Data to process
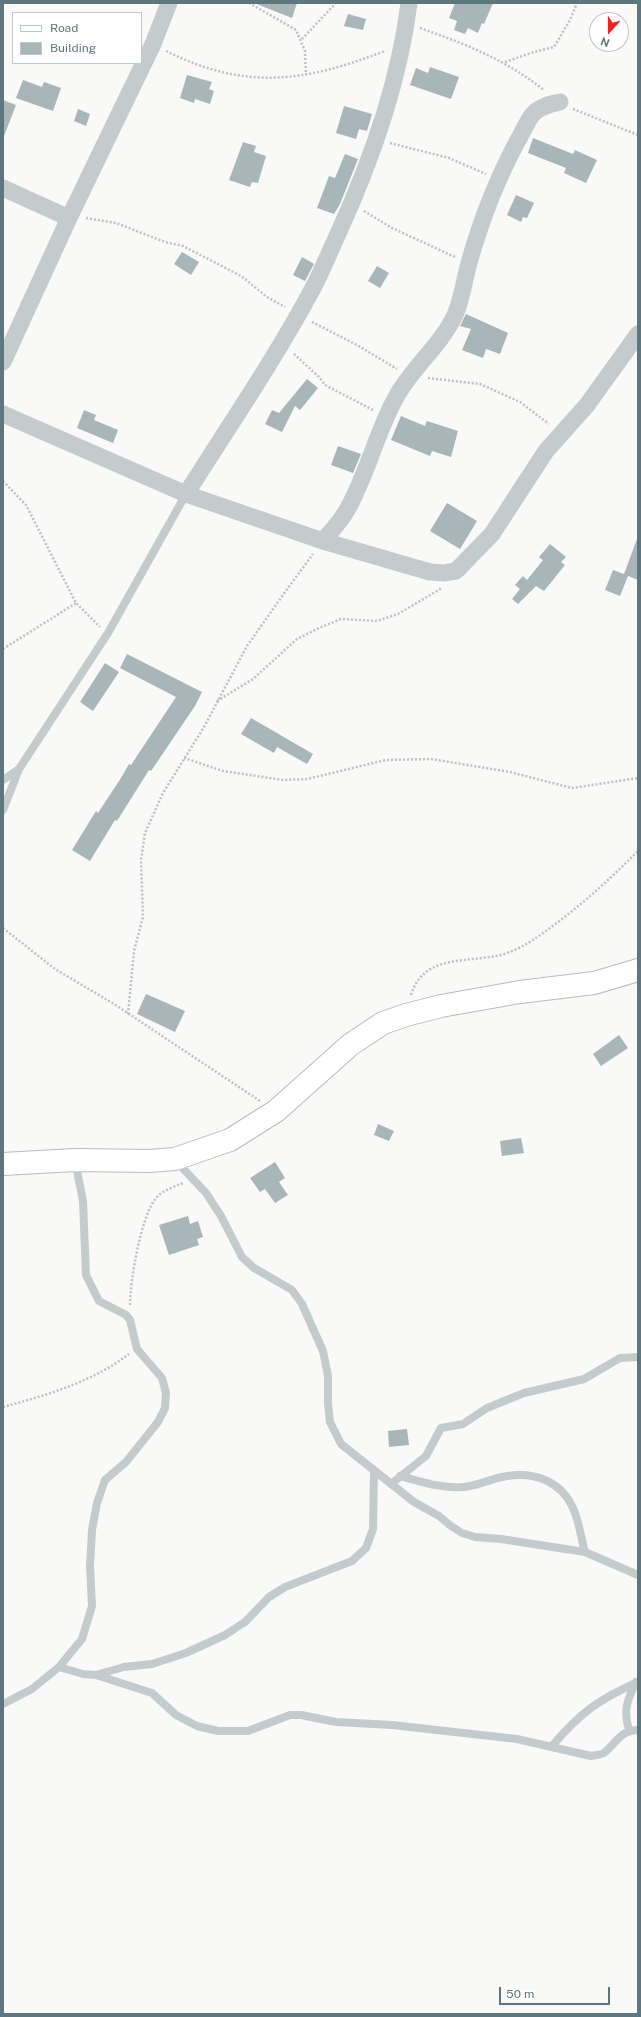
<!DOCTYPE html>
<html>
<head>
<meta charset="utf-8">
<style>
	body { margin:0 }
	#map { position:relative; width:641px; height:2017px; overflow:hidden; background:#f9f9f7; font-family:"Public Sans",sans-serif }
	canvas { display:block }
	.frame { position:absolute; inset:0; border:4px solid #5d777f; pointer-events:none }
	.legend { position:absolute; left:12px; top:12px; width:130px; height:52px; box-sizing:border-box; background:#fff; border:1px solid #bec9cc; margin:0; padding:5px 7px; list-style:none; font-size:12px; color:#5d777f }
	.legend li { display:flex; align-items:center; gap:8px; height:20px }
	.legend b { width:20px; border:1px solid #bec9cc }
	.north { position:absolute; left:589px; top:12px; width:40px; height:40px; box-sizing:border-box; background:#fff; border:1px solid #bec9cc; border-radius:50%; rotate:201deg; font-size:11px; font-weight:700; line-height:16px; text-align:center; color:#5d777f }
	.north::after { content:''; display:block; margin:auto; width:14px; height:18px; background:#f41f1c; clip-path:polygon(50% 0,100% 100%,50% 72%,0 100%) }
	.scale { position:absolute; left:499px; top:1987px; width:111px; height:18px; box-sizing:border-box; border:2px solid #5d777f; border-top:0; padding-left:5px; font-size:12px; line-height:14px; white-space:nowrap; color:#5d777f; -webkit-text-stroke:3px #fff; paint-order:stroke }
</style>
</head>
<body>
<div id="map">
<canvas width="641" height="2017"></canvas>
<div class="frame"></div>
<ul class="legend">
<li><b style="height:5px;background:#fff"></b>Road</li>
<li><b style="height:11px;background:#a8b6ba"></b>Building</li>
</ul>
<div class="north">N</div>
<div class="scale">50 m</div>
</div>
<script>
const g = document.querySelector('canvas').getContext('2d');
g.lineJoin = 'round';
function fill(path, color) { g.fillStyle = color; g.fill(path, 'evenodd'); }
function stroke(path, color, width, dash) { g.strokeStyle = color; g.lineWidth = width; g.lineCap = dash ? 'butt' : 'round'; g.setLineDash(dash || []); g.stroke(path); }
fill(new Path2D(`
	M254,3H297L292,18Z
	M455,3H493L484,24L482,23L478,33L468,28L465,34L454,30L457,21L449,18Z
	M348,14L366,19L363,30L344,26Z
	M430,67L459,77L451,99L410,85L416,68L428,73Z
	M187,75L212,82L209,89L214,91L210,104L195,99L194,103L180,98Z
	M23,80L42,87L44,82L61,88L53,111L16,98Z
	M3,100L16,105L4,136H3Z
	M344,106L372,114L367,131L359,129L356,139L336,133Z
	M78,109L90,114L86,126L74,121Z
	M533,138L573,154L575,150L597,160L586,183L564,173L566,168L528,153Z
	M243,142L256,146L254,152L266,156L258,183L252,182L250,187L229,180Z
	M345,154L358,159L340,204L334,214L317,208L329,176L335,178Z
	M516,195L534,203L527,218L523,217L521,222L507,215Z
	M182,252L199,262L191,275L174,264Z
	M302,257L314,264L305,281L293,275Z
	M377,266L389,273L380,288L368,281Z
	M466,314L508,333L500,354L486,349L483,358L462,350L471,329L460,326Z
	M307,379L318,388L300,410L295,406L282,432L265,424L272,410L279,413Z
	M84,410L96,415L94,420L118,430L113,443L77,428Z
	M401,416L425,426L427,421L458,431L451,457L432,451L430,456L391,440Z
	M338,446L361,454L353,473L331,465Z
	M447,503L477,521L460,549L430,531Z
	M637,539L638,580L628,576L620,596L605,590L613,570L624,574Z
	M550,544L566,557L561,562L565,565L544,591L536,586L518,604L512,599L520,589L515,585L523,576L527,580L543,560L539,557Z
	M127,654L202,692L195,706L151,771L149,770L117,821L115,820L90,861L72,850L96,811L98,813L121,778L129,764L131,765L176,697L120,668Z
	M105,663L119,672L93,711L80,702Z
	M251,718L313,754L307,764L277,747L274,753L241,734Z
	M146,994L185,1011L175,1032L137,1014Z
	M619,1035L628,1048L601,1066L593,1054Z
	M378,1124L394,1131L389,1141L374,1135Z
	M521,1138L524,1153L502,1156L500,1141Z
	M275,1162L285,1178L279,1182L288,1195L275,1203L265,1189L260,1192L250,1178Z
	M188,1216L190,1224L198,1221L203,1237L197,1239L199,1245L169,1255L159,1225Z
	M407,1429L409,1445L389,1447L388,1431Z`), '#a8b6ba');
const secondary = new Path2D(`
	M3,1164L75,1160L149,1161L175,1159L230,1140L276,1111L350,1045L383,1023L406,1015L441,1006L520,992L594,983L638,970`);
stroke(secondary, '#b4bdc0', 24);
stroke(new Path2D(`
	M249,3L296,30L305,51L306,75
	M420,28C468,45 504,59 544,90
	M302,39L336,3
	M166,51C247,91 304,82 385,51
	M505,62L534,52L554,47L570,20L577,3
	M573,109L638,135
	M390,143L449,158L486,174
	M364,211L392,228L455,257
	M86,218L116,223L165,242L183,246L241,276L267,297L285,307
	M312,322L357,345L397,369
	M294,354L319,377L325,385L373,410
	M428,378L480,384L520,402L549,424
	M3,481L26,505L76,603L100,627
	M3,649L76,603
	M217,701L253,679L297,639L319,628L341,619L377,621L398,614L442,588
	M184,758L223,771L283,780L307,779L386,760L431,759L510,772L572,788L638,778
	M3,928L55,969L114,1004L260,1101
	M411,995C424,952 470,964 504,954C523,948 538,937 554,925C584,903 611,878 638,851
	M128,1014L134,951L143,917L141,860L145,833L163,793L204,727L247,646L285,592L313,554
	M130,1305C130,1281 141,1216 156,1198C163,1190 174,1187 183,1183
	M3,1407C47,1395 92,1382 129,1354`), '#bcc1c3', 2.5, [2, 2]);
stroke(new Path2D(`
	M3,780L19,769
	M3,810L19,769L108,633L186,494
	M176,1161L206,1193L221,1216L242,1257L254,1268L292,1290L302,1304L323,1351L328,1376V1403L330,1422L341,1444L414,1502L439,1516L451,1526L462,1533L475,1537L501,1539L585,1552L638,1575
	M400,1476C420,1481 442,1489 463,1487C478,1486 492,1478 507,1476C535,1472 561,1481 573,1508C579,1521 581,1538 585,1552
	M391,1484L426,1456L441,1428L463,1424L487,1408L524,1393L584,1379L620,1358L638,1357
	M59,1667L83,1674L96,1675L124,1667L152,1664L186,1653L225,1635L245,1622L269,1597L285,1587L352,1561L366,1548L373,1529L374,1471
	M96,1675L152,1693L176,1715L197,1726L218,1731H248L290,1715H301L336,1722L392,1725L517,1739L591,1756C595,1755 601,1755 604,1753C616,1743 621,1730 638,1730
	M3,1704L32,1689L59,1667L82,1639L92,1606L90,1566L92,1530L97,1503L105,1480L126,1462L158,1422L165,1408L166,1393L162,1378L137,1349L130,1320L126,1315L99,1301L86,1275L83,1201L75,1161
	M629,1730C623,1711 627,1700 636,1682
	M552,1746C580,1713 599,1699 638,1682`), '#c4cbcd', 8);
stroke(new Path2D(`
	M3,188L69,218
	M3,362L69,218L153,44L169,3
	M3,414L186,494L323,541L430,572L444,573L456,571L492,534L546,451L587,405L638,334
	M186,494C229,426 275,359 313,288C322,271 329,253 337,236C371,162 399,84 409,3
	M323,541C331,531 341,521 347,510C367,475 376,434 395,399C411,368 440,347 455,315C462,299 464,281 469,263C481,220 497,179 518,140C523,132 527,121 533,114C540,106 551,104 560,102`), '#c4cbcd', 17);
stroke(secondary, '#fff', 22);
</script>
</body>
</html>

Required action
Return all lines from the material that contain "canvas".

Result of the exercise
	canvas { display:block }
<canvas width="641" height="2017"></canvas>
const g = document.querySelector('canvas').getContext('2d');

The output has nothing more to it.